Below is a block of records. Copy every line in it that contains the word "buttons".

EXCERPTED DATA:
----
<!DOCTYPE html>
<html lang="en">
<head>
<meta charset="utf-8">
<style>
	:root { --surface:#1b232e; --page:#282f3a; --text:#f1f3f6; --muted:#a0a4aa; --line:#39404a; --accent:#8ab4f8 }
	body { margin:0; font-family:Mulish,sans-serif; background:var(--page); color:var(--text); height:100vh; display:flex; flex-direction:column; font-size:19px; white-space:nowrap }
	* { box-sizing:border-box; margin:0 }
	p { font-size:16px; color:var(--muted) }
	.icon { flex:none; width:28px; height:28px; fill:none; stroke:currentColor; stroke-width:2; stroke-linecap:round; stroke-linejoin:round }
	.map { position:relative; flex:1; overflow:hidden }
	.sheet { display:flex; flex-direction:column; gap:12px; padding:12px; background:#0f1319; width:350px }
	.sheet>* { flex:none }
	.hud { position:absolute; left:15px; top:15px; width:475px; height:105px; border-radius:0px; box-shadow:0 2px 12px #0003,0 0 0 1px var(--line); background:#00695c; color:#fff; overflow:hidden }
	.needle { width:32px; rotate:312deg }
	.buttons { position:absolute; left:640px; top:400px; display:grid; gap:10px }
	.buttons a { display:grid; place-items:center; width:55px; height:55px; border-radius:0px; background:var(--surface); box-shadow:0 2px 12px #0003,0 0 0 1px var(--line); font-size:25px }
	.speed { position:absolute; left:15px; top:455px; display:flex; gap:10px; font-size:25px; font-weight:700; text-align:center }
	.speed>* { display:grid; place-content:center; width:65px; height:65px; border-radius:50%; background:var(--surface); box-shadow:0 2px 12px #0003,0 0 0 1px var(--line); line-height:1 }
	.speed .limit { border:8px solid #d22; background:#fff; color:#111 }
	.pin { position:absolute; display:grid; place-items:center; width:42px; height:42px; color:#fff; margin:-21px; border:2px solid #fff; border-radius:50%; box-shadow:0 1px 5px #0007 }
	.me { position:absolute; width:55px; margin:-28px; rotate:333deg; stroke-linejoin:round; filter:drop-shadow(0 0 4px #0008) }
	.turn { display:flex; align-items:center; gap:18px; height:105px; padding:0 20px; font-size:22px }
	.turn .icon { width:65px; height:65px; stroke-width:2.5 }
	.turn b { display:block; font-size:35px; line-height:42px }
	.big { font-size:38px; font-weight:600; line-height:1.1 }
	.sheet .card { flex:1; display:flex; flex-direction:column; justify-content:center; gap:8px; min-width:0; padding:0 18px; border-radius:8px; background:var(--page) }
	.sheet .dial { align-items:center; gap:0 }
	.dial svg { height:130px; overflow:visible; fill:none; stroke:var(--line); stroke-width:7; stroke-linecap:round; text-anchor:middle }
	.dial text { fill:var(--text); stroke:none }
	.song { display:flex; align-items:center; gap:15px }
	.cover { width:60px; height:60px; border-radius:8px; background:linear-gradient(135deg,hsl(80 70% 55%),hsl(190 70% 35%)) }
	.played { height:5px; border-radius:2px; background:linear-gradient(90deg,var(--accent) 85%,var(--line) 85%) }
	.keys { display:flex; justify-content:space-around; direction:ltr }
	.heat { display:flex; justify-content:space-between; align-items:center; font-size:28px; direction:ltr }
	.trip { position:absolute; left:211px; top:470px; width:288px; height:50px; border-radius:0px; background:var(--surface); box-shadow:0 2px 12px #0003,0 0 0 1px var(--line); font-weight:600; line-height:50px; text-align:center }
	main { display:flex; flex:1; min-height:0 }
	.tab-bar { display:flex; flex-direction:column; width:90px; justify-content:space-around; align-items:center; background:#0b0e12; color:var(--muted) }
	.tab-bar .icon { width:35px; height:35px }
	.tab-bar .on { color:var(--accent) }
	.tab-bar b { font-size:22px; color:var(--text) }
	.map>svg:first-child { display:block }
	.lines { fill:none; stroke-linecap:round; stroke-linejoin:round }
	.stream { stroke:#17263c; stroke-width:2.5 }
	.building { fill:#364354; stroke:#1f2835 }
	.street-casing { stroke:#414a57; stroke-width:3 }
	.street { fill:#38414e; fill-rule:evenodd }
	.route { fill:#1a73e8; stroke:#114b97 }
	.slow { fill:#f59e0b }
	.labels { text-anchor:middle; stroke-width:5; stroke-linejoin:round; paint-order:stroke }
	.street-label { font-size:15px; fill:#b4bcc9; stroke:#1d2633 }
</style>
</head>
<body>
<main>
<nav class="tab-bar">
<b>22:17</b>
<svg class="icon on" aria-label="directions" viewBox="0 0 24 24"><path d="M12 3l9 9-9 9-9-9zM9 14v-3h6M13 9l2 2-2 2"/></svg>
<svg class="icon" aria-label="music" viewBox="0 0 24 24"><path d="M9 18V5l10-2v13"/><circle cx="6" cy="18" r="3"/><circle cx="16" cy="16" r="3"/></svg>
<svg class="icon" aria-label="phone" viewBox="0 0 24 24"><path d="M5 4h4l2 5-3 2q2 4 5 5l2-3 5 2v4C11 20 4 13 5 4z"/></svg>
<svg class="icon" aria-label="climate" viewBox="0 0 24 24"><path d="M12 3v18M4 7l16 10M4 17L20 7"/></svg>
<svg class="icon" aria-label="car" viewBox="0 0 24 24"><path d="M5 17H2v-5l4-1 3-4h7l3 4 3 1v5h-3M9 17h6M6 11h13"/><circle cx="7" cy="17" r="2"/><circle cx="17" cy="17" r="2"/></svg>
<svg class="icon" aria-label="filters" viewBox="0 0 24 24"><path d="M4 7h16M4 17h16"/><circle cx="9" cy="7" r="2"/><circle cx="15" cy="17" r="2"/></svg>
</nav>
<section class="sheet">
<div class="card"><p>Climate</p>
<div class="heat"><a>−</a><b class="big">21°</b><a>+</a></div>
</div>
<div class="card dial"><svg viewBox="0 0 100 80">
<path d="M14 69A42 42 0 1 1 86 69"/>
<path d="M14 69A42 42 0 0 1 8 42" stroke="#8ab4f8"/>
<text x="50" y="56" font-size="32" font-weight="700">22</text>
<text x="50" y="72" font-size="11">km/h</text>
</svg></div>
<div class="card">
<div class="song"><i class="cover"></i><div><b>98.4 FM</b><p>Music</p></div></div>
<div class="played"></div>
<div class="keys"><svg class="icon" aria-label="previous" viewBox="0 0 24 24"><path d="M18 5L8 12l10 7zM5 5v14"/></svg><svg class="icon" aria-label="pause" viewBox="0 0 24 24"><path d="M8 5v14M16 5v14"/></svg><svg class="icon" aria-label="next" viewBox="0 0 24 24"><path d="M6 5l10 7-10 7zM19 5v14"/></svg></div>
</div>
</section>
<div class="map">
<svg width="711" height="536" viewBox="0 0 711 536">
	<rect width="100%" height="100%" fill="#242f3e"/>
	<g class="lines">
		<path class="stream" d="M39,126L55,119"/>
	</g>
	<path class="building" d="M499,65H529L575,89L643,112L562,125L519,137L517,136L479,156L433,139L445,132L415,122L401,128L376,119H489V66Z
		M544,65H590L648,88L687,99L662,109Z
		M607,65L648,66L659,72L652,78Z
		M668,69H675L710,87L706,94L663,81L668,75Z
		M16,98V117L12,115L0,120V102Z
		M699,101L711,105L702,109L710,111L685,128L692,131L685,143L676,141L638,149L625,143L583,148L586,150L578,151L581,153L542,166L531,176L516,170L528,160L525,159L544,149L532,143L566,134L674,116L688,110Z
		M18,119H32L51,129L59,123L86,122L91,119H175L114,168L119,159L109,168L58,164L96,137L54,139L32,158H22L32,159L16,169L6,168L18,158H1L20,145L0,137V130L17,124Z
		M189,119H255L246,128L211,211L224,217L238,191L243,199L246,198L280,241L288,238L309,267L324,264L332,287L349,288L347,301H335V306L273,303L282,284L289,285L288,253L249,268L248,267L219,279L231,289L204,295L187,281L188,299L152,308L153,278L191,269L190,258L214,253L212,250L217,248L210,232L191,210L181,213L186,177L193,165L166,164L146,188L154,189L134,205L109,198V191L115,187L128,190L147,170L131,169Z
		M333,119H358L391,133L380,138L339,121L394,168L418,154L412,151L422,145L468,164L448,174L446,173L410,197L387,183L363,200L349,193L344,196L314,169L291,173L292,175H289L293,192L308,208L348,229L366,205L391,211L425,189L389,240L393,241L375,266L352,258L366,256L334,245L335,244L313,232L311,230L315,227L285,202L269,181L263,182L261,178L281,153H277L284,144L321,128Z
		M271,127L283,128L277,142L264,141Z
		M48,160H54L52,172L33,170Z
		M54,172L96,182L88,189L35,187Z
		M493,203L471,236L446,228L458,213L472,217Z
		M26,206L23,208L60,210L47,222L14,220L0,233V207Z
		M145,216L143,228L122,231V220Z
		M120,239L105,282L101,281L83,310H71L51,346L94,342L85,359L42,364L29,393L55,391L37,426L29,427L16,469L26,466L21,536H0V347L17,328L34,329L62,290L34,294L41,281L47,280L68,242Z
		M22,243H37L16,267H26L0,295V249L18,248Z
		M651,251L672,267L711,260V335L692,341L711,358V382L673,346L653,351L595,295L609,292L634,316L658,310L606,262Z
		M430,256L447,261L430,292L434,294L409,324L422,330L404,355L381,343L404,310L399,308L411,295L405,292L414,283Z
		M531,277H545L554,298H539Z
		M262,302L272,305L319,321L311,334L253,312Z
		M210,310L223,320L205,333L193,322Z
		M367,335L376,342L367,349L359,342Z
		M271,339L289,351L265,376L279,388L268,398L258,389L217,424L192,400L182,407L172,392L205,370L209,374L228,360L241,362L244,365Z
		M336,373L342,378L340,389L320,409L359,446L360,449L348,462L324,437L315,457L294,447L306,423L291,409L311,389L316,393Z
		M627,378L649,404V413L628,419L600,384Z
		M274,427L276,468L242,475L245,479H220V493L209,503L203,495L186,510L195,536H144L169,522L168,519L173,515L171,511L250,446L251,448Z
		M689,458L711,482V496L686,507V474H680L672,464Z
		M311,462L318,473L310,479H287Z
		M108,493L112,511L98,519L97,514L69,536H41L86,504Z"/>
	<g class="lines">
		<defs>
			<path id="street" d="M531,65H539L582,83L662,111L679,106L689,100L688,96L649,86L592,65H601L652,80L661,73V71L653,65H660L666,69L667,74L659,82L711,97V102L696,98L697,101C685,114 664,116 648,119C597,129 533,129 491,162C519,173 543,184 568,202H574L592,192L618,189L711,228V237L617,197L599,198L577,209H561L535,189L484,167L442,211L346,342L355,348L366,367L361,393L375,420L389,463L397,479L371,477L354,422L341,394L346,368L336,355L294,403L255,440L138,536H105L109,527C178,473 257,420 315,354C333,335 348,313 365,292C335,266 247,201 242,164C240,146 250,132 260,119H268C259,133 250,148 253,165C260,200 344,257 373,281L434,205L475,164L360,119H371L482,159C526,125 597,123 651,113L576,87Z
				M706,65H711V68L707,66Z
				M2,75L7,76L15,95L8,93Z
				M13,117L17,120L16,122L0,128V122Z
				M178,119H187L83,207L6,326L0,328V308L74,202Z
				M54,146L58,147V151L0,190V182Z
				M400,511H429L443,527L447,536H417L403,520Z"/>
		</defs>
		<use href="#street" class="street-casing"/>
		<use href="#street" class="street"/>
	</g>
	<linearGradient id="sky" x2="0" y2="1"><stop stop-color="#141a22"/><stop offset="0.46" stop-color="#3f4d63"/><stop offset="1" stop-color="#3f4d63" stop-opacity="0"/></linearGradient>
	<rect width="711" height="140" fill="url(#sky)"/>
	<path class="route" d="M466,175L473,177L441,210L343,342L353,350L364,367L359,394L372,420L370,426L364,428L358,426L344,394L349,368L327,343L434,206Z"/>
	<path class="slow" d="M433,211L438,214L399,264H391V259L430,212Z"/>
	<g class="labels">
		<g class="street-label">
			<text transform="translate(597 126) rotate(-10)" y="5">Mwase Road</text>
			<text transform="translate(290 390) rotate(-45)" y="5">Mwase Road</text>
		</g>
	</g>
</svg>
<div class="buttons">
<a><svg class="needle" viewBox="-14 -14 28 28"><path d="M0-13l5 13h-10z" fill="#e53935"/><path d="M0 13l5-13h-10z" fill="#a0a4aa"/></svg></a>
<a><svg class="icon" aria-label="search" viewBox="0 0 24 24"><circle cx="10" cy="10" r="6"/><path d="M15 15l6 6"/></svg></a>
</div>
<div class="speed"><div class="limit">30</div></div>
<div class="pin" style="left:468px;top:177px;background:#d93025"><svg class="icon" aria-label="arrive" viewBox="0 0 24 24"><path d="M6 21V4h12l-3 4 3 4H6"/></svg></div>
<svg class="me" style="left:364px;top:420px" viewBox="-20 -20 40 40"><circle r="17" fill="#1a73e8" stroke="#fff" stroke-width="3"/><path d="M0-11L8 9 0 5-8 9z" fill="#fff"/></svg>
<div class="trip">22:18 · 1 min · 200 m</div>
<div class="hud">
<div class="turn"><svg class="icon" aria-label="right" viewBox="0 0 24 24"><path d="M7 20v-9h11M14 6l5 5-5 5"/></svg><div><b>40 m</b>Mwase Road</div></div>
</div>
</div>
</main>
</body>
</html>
----
ANSWER:
	.buttons { position:absolute; left:640px; top:400px; display:grid; gap:10px }
	.buttons a { display:grid; place-items:center; width:55px; height:55px; border-radius:0px; background:var(--surface); box-shadow:0 2px 12px #0003,0 0 0 1px var(--line); font-size:25px }
<div class="buttons">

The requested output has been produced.